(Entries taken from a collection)

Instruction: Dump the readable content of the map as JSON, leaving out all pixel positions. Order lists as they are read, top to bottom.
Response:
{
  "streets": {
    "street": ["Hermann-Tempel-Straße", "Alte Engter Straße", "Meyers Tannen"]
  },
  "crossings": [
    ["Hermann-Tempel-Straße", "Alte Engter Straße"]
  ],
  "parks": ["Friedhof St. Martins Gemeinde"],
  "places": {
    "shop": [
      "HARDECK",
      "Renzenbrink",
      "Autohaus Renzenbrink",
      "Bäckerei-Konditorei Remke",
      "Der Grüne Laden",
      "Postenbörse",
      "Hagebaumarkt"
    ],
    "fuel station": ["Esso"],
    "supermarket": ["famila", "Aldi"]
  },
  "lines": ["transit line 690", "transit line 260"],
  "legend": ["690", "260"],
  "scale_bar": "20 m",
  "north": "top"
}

==

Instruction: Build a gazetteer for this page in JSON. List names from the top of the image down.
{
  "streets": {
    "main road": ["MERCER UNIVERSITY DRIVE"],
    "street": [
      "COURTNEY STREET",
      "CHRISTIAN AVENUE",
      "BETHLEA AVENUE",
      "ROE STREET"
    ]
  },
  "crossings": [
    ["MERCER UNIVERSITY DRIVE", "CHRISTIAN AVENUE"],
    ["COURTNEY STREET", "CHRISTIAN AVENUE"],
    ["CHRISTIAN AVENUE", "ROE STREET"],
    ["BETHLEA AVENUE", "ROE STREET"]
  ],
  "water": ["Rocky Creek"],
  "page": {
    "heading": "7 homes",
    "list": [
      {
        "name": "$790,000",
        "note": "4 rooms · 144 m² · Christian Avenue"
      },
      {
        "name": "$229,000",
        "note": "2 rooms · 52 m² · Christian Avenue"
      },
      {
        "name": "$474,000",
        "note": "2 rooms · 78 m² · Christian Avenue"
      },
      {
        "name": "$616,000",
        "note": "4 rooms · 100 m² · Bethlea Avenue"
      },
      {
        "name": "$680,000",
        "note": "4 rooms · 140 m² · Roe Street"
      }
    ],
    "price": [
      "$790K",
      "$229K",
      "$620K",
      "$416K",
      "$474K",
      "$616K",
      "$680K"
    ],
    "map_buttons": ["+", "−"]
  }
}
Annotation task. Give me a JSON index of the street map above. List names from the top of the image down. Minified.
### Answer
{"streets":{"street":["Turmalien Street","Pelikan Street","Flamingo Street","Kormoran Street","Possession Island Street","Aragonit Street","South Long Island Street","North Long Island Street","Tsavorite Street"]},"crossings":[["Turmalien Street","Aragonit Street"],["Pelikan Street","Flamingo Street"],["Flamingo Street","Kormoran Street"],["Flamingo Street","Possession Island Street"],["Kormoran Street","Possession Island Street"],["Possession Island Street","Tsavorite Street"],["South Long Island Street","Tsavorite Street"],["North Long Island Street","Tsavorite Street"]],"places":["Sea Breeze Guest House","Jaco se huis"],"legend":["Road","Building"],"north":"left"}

### Problem description
Give the exact lines, and only those, from the line containing "Instruction: Build a" through the line containing "Annotation task. Give" in the entries above.

### Answer below
Instruction: Build a gazetteer for this page in JSON. List names from the top of the image down.
{
  "streets": {
    "main road": ["MERCER UNIVERSITY DRIVE"],
    "street": [
      "COURTNEY STREET",
      "CHRISTIAN AVENUE",
      "BETHLEA AVENUE",
      "ROE STREET"
    ]
  },
  "crossings": [
    ["MERCER UNIVERSITY DRIVE", "CHRISTIAN AVENUE"],
    ["COURTNEY STREET", "CHRISTIAN AVENUE"],
    ["CHRISTIAN AVENUE", "ROE STREET"],
    ["BETHLEA AVENUE", "ROE STREET"]
  ],
  "water": ["Rocky Creek"],
  "page": {
    "heading": "7 homes",
    "list": [
      {
        "name": "$790,000",
        "note": "4 rooms · 144 m² · Christian Avenue"
      },
      {
        "name": "$229,000",
        "note": "2 rooms · 52 m² · Christian Avenue"
      },
      {
        "name": "$474,000",
        "note": "2 rooms · 78 m² · Christian Avenue"
      },
      {
        "name": "$616,000",
        "note": "4 rooms · 100 m² · Bethlea Avenue"
      },
      {
        "name": "$680,000",
        "note": "4 rooms · 140 m² · Roe Street"
      }
    ],
    "price": [
      "$790K",
      "$229K",
      "$620K",
      "$416K",
      "$474K",
      "$616K",
      "$680K"
    ],
    "map_buttons": ["+", "−"]
  }
}
Annotation task. Give me a JSON index of the street map above. List names from the top of the image down. Minified.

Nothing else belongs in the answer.